In preparing the menu, Shepherd first aims to “do the classics right,” from baba ghanoush to the simple cucumber-tomato-red-onion salad that can be altered and interpreted about a thousand ways depending on where in the Mediterranean you’re eating. “We’re having to learn a whole new realm of words, and a realm of history about where things are coming from,” he said.

Chris Shepherd.

For Shepherd, that’s probably more fun than trying to roll pasta. “My hands are like 170 degrees. Pasta just started melting,” he said about some of the more challenging work at One Fifth Romance Languages, which specializes in Italian, Spanish, and French cuisines.

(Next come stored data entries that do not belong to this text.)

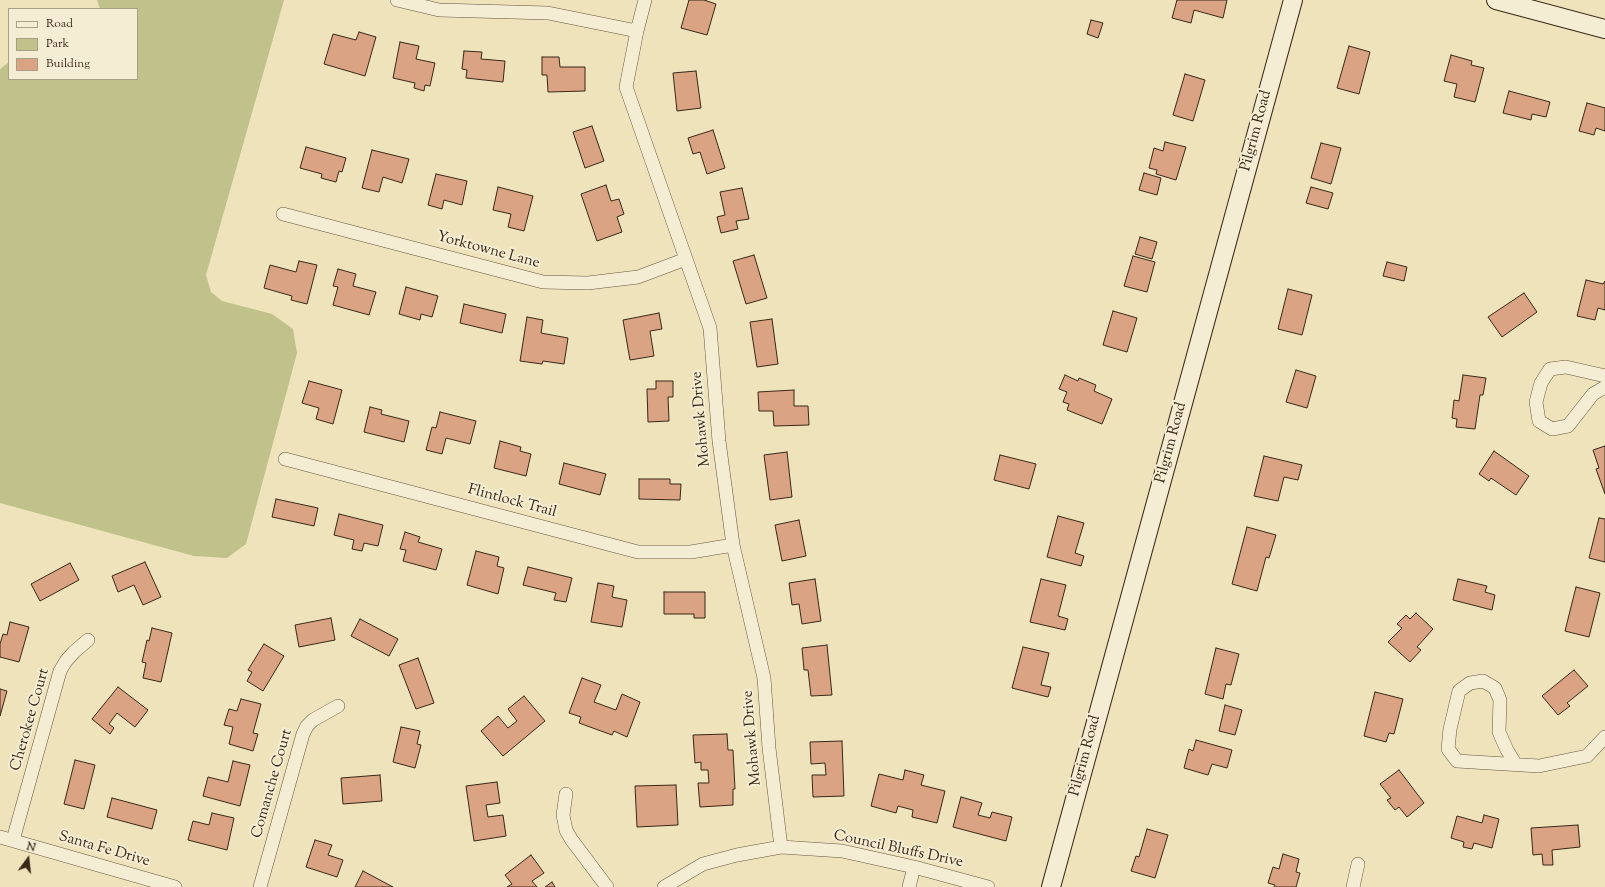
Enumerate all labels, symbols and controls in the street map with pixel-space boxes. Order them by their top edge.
legend [8,8,138,80]
text: Road [46,15,73,33]
text: Park [46,35,69,53]
text: Building [46,55,90,73]
street label: Pilgrim Road [1238,89,1276,173]
street label: Yorktowne Lane [435,229,541,273]
street label: Mohawk Drive [689,370,715,468]
street label: Pilgrim Road [1153,401,1191,485]
street label: Flintlock Trail [466,482,558,522]
street label: Cherokee Court [8,667,54,773]
street label: Mohawk Drive [740,689,766,787]
street label: Pilgrim Road [1067,714,1105,798]
street label: Comanche Court [249,727,297,841]
street label: Council Bluffs Drive [832,827,964,873]
street label: Santa Fe Drive [56,828,152,872]
north arrow [8,839,48,879]
text: N [25,839,37,856]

That closes tonight with a final family meal in which diners are at the mercy of the kitchen.

Shepherd said he learned a lot with Romance Languages, and that both chef de cuisine Matt Staph and pastry director Victoria Dearmond “just crushed it.” But he was taught in French cuisine and of course always thought he’d want to open a French restaurant. The result?

“It was fun, but would I do it again? I don’t know,” he admitted.

When compared to everything else Shepherd has going on, Southern Smoke is a familiar friend. Now in its fourth year, the festival that began as a fundraiser to help boost awareness of multiple sclerosis has evolved into a full celebration of, basically, looking out for one another.

“Our motto has always been ‘Taking care of our own.’ We want to see how we can push that even further,” he said. So the festival both gives to the National MS Society and back to food-service-industry workers who are hit with an emergency that isn’t covered by insurance.

This year’s festival, held on September 30, is headlined by Matthew Rudofker, director of culinary operations at Momofuku, and Tae Strain, executive chef at Momofuku CCDC. Maybe on that day Shepherd will get to relax and bask in the glow of two new restaurants and another successful festival. Or maybe that glow will just be the plumes pushing out of the smoker. Soon we’ll know.